■ **Task details**: Could you write out the data that follows, exactly and in full?

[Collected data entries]

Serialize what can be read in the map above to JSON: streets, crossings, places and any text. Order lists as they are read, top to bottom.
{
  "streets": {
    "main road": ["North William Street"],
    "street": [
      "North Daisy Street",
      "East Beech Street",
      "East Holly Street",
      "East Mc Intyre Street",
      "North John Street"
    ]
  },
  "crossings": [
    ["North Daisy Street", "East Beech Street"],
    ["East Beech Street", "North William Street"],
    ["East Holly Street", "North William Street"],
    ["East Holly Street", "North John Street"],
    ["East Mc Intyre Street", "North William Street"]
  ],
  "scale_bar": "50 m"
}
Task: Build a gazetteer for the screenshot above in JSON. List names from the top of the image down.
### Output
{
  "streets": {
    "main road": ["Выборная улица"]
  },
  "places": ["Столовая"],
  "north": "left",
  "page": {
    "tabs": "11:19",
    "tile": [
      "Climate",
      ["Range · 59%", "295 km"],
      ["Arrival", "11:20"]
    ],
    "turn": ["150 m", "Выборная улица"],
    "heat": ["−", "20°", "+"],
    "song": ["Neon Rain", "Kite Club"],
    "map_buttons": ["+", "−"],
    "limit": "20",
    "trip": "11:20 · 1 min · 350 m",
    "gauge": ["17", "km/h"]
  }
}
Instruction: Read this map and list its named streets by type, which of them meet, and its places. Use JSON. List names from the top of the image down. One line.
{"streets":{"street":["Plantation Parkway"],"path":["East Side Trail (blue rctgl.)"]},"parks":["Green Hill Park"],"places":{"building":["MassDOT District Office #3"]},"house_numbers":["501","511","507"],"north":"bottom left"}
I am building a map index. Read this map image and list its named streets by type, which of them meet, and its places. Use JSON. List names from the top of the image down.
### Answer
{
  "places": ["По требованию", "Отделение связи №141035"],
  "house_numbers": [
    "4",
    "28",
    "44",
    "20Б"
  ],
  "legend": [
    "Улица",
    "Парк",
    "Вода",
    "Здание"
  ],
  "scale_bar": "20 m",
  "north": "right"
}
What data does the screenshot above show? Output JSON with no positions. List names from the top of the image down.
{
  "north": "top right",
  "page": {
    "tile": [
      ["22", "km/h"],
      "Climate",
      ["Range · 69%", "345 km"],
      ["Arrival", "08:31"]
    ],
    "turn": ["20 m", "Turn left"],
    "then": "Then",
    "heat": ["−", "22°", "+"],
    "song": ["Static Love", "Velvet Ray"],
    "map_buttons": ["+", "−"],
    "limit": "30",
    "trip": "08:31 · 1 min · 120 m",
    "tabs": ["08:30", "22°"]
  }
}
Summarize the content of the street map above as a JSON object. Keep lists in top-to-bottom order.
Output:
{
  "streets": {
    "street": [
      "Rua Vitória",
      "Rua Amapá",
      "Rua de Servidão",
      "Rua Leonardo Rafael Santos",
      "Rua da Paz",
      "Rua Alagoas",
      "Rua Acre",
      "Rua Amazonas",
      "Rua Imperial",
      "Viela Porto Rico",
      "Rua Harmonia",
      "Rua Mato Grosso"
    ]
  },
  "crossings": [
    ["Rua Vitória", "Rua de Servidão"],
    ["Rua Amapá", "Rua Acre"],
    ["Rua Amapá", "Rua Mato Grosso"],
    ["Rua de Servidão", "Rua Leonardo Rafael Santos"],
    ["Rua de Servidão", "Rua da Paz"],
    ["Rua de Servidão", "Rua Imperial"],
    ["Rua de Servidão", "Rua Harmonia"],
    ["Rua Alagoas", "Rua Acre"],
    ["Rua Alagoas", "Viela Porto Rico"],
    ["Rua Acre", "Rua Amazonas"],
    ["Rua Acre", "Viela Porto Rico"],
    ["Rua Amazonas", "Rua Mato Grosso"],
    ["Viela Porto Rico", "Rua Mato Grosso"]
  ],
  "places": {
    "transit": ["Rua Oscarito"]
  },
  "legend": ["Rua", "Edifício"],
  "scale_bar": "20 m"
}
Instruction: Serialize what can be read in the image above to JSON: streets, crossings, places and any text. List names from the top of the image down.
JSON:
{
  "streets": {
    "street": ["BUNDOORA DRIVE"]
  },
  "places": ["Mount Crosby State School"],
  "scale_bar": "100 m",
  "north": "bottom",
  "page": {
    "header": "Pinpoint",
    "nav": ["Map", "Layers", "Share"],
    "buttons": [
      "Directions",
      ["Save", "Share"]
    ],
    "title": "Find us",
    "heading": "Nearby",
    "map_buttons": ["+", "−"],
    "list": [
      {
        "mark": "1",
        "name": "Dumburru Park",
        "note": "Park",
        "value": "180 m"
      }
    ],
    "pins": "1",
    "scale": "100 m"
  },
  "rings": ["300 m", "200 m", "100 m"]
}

■ **Worked solution**:
Serialize what can be read in the map above to JSON: streets, crossings, places and any text. Order lists as they are read, top to bottom.
{
  "streets": {
    "main road": ["North William Street"],
    "street": [
      "North Daisy Street",
      "East Beech Street",
      "East Holly Street",
      "East Mc Intyre Street",
      "North John Street"
    ]
  },
  "crossings": [
    ["North Daisy Street", "East Beech Street"],
    ["East Beech Street", "North William Street"],
    ["East Holly Street", "North William Street"],
    ["East Holly Street", "North John Street"],
    ["East Mc Intyre Street", "North William Street"]
  ],
  "scale_bar": "50 m"
}
Task: Build a gazetteer for the screenshot above in JSON. List names from the top of the image down.
### Output
{
  "streets": {
    "main road": ["Выборная улица"]
  },
  "places": ["Столовая"],
  "north": "left",
  "page": {
    "tabs": "11:19",
    "tile": [
      "Climate",
      ["Range · 59%", "295 km"],
      ["Arrival", "11:20"]
    ],
    "turn": ["150 m", "Выборная улица"],
    "heat": ["−", "20°", "+"],
    "song": ["Neon Rain", "Kite Club"],
    "map_buttons": ["+", "−"],
    "limit": "20",
    "trip": "11:20 · 1 min · 350 m",
    "gauge": ["17", "km/h"]
  }
}
Instruction: Read this map and list its named streets by type, which of them meet, and its places. Use JSON. List names from the top of the image down. One line.
{"streets":{"street":["Plantation Parkway"],"path":["East Side Trail (blue rctgl.)"]},"parks":["Green Hill Park"],"places":{"building":["MassDOT District Office #3"]},"house_numbers":["501","511","507"],"north":"bottom left"}
I am building a map index. Read this map image and list its named streets by type, which of them meet, and its places. Use JSON. List names from the top of the image down.
### Answer
{
  "places": ["По требованию", "Отделение связи №141035"],
  "house_numbers": [
    "4",
    "28",
    "44",
    "20Б"
  ],
  "legend": [
    "Улица",
    "Парк",
    "Вода",
    "Здание"
  ],
  "scale_bar": "20 m",
  "north": "right"
}
What data does the screenshot above show? Output JSON with no positions. List names from the top of the image down.
{
  "north": "top right",
  "page": {
    "tile": [
      ["22", "km/h"],
      "Climate",
      ["Range · 69%", "345 km"],
      ["Arrival", "08:31"]
    ],
    "turn": ["20 m", "Turn left"],
    "then": "Then",
    "heat": ["−", "22°", "+"],
    "song": ["Static Love", "Velvet Ray"],
    "map_buttons": ["+", "−"],
    "limit": "30",
    "trip": "08:31 · 1 min · 120 m",
    "tabs": ["08:30", "22°"]
  }
}
Summarize the content of the street map above as a JSON object. Keep lists in top-to-bottom order.
Output:
{
  "streets": {
    "street": [
      "Rua Vitória",
      "Rua Amapá",
      "Rua de Servidão",
      "Rua Leonardo Rafael Santos",
      "Rua da Paz",
      "Rua Alagoas",
      "Rua Acre",
      "Rua Amazonas",
      "Rua Imperial",
      "Viela Porto Rico",
      "Rua Harmonia",
      "Rua Mato Grosso"
    ]
  },
  "crossings": [
    ["Rua Vitória", "Rua de Servidão"],
    ["Rua Amapá", "Rua Acre"],
    ["Rua Amapá", "Rua Mato Grosso"],
    ["Rua de Servidão", "Rua Leonardo Rafael Santos"],
    ["Rua de Servidão", "Rua da Paz"],
    ["Rua de Servidão", "Rua Imperial"],
    ["Rua de Servidão", "Rua Harmonia"],
    ["Rua Alagoas", "Rua Acre"],
    ["Rua Alagoas", "Viela Porto Rico"],
    ["Rua Acre", "Rua Amazonas"],
    ["Rua Acre", "Viela Porto Rico"],
    ["Rua Amazonas", "Rua Mato Grosso"],
    ["Viela Porto Rico", "Rua Mato Grosso"]
  ],
  "places": {
    "transit": ["Rua Oscarito"]
  },
  "legend": ["Rua", "Edifício"],
  "scale_bar": "20 m"
}
Instruction: Serialize what can be read in the image above to JSON: streets, crossings, places and any text. List names from the top of the image down.
JSON:
{
  "streets": {
    "street": ["BUNDOORA DRIVE"]
  },
  "places": ["Mount Crosby State School"],
  "scale_bar": "100 m",
  "north": "bottom",
  "page": {
    "header": "Pinpoint",
    "nav": ["Map", "Layers", "Share"],
    "buttons": [
      "Directions",
      ["Save", "Share"]
    ],
    "title": "Find us",
    "heading": "Nearby",
    "map_buttons": ["+", "−"],
    "list": [
      {
        "mark": "1",
        "name": "Dumburru Park",
        "note": "Park",
        "value": "180 m"
      }
    ],
    "pins": "1",
    "scale": "100 m"
  },
  "rings": ["300 m", "200 m", "100 m"]
}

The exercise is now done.